Did you picture all those beautiful graceful acrobats filling the sky above us? Strong, able to do what those of the swallow family do, and yet there was that one little somewhat bug-eyed awkward one on the ground; unable to do what those of the swallow family ought to do. The others were busy. They were excited about their new parental responsibilities. They were competing perhaps for nabbing the nearest meal and dropping it off at the proper porthole. To us it seemed the whole bird world had forgotten little Martin. But there was one who would not leave one seemingly insignificant bird on the ground. My man.
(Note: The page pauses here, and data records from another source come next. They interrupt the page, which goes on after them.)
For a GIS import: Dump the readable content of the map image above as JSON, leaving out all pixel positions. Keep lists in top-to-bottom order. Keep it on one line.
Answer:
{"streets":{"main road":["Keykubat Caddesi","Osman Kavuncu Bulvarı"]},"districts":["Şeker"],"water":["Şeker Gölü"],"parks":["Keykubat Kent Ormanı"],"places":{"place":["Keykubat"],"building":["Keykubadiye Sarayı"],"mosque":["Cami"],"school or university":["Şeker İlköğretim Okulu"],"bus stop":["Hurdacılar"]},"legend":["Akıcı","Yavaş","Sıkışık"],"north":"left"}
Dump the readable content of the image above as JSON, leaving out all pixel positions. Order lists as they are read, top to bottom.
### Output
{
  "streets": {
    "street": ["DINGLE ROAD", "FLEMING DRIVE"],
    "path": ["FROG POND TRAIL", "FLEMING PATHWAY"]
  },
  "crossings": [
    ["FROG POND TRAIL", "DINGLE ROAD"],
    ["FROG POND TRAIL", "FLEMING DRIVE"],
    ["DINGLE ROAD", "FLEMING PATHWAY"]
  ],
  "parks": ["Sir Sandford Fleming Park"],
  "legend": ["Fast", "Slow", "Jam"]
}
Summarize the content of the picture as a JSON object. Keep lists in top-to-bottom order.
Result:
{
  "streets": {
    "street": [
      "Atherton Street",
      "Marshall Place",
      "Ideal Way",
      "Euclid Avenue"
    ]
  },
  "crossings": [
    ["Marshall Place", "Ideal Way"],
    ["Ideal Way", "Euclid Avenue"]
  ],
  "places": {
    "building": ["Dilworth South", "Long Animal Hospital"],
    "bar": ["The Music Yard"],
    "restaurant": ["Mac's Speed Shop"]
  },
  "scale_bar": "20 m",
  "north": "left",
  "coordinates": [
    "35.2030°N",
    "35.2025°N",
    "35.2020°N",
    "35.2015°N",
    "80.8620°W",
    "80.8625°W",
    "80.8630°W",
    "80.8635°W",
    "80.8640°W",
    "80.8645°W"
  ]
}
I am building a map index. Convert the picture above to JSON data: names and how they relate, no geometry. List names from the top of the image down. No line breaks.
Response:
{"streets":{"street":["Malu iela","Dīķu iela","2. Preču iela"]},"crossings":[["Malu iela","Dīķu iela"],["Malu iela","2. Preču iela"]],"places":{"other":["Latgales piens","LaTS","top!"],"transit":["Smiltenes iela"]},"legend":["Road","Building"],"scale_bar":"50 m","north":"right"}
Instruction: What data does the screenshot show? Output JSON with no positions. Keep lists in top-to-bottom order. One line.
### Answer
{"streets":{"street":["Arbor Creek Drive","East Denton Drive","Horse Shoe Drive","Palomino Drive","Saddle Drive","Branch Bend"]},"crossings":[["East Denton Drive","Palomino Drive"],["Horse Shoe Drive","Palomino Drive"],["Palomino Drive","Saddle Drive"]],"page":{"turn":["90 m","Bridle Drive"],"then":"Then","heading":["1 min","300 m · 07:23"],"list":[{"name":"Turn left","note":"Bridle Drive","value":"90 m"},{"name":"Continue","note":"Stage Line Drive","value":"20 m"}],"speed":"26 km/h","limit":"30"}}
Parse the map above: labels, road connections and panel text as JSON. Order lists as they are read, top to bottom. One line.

Isn’t that the parable of Matthew 18:10-14? “Take heed that you do not despise one of these little ones, for I say to you that in heaven their angels always see the face of My Father who is in heaven. For the Son of Man has come to save that which was lost. What do you think? If a man has a hundred sheep, and one of them goes astray, does he not leave the ninety-nine and go to the mountains to seek the one that is straying? And if he should find it, assuredly, I say to you, he rejoices more over that sheep than over the ninety-nine that did not go astray. Even so it is not the will of your Father who is in heaven that one of these little ones should perish.”
As darkness wrapped its muggy blanket around my back, my face was toward the Purple Martin apartments, watching the last ones flying in home. Their yodel-ish chatterings quieting down, the air became still, and heavy with contentment. Their last one was in. And so were we.